Kötü karneye iyi tepki nasıl verilir ?

Güncelleme Tarihi:

Kötü karneye iyi tepki nasıl verilir
Oluşturulma Tarihi: Haziran 10, 2024 09:17

Anne-baba olarak, çocuğunuzun okulda iyi çalışmasını, başarılı olmasını ve iyi bir karne almasını istersiniz. Bu beklentiler doğrultusunda, çocuğunuz size göre yeteri kadar iyi olmayan bir karneyle eve geldiğinde nasıl tepki vereceğiniz konusunda zorlanabilirsiniz.

Haberin Devamı

Hiç sorun yokmuş gibi umursamaz mı davranmalısınız yoksa notları hakkında uzun bir nutuk atıp hararetli bir tartışmaya mı tutuşmalısınız? Ya da kötü notları için onu hemen cezalandırmalı mısınız?

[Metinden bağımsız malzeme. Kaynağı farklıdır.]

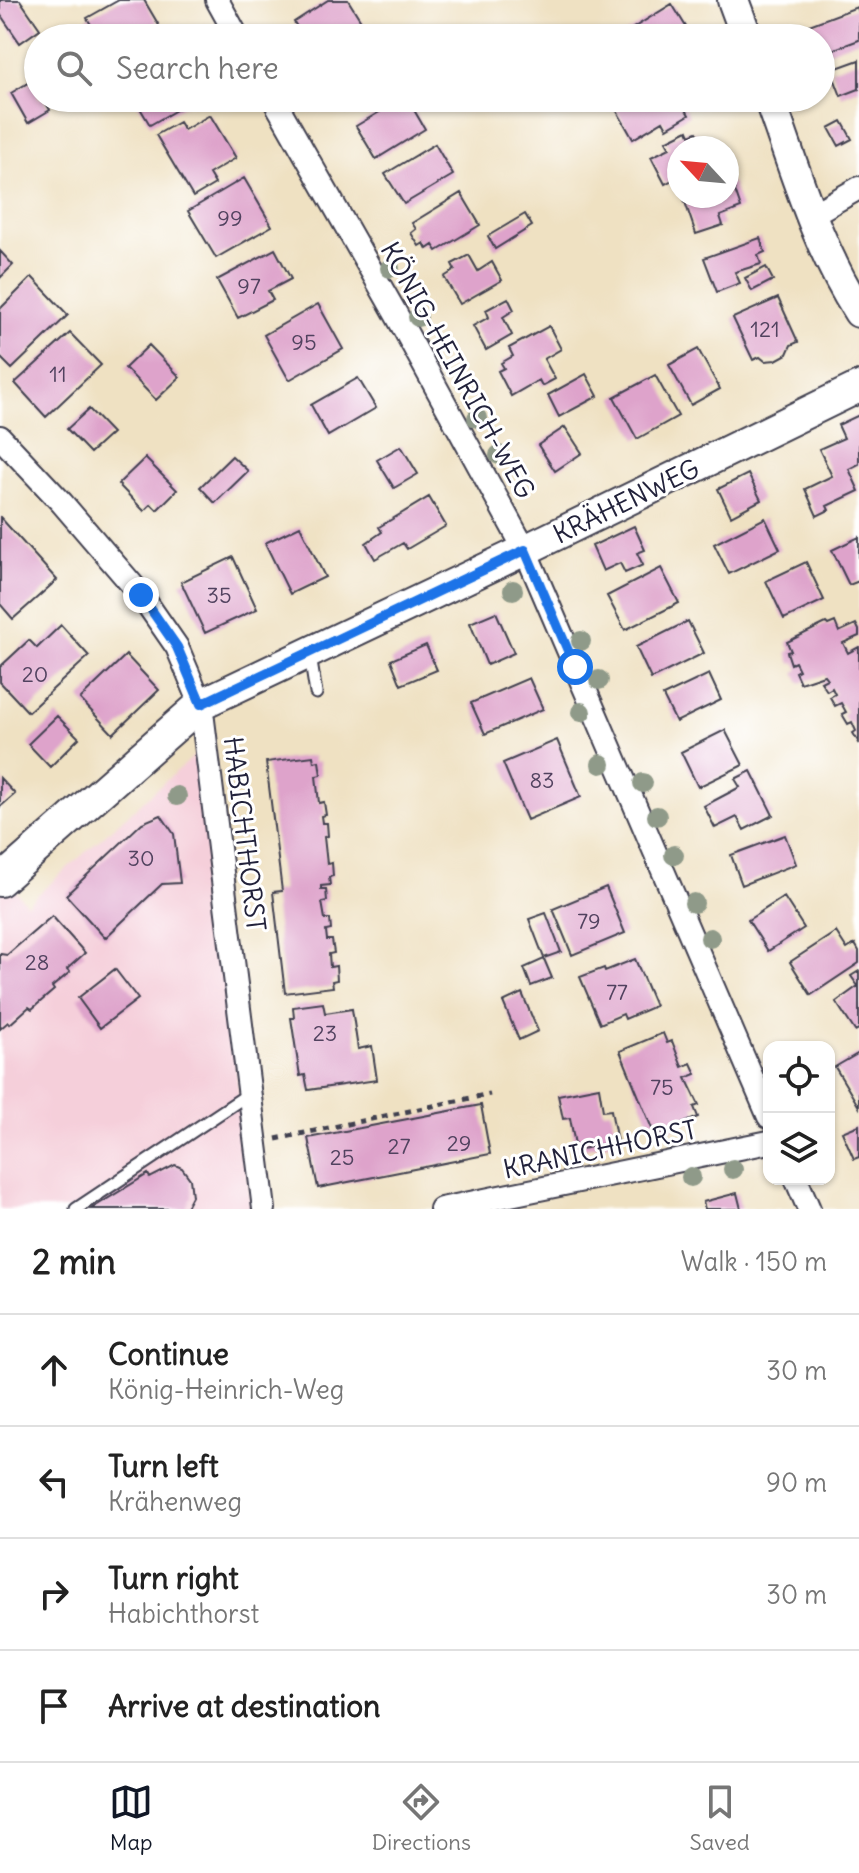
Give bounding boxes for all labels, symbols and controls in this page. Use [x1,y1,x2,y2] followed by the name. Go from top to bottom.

Bunların hepsi o an cazip seçenekler gibi görünse de hiçbirinin çocuğunuzun notlarını geliştirmesine olumlu katkısı olmaz. Karneyle ilgili verdiğiniz tepki onun motivasyonunu, benlik saygısını ve öğrenimi üzerindeki kontrol hissini etkileyebilir. Bu nedenle tepki vermeden önce çocuğunuzun psikolojik sağlığını ve öğrenim hayatını uzun dönemde olumsuz etkileyeceğini hatırlayıp, duygularınızı düzenlemeniz önemli.

KÖTÜ KARNE YOKTUR
Aslında bunlar bizim subjektif bir adlandırmamızdır. Daha doğru adlandırma ise; çocuğunuzun okulun akademik beklentilerini “HENÜZ” yeterince karşılayamamış olduğudur. Burda 'henüz' kelimesi önemlidir. Bu kelime tekrar denersen, gelecek dönem denersen daha iyi yapabilirsin mesajını içerir.

Haberin Devamı

Henüz yeterince iyi yapamış olan çocuğunuzun karnesine tepki verirken aşağıdaki ipuçları işinize yarayabilir;
Duygularınızın esiri olmayın: Karne günü bağırmak, çığlık atmak ve ders vermek çocuğunuzun ileride notlarını korkmadan bilinçli olarak yükseltmesine yardımcı olmaz. Ayrıca bu notları artık değiştiremezsiniz. Bu yüzden onları düşünmek yerine duygusal olarak kendinizi kontrol altına aldıktan sonra bu notların nedenleri ve gelecekte değiştirmesine nasıl yardımcı olabileceğiniz hakkında düşünün.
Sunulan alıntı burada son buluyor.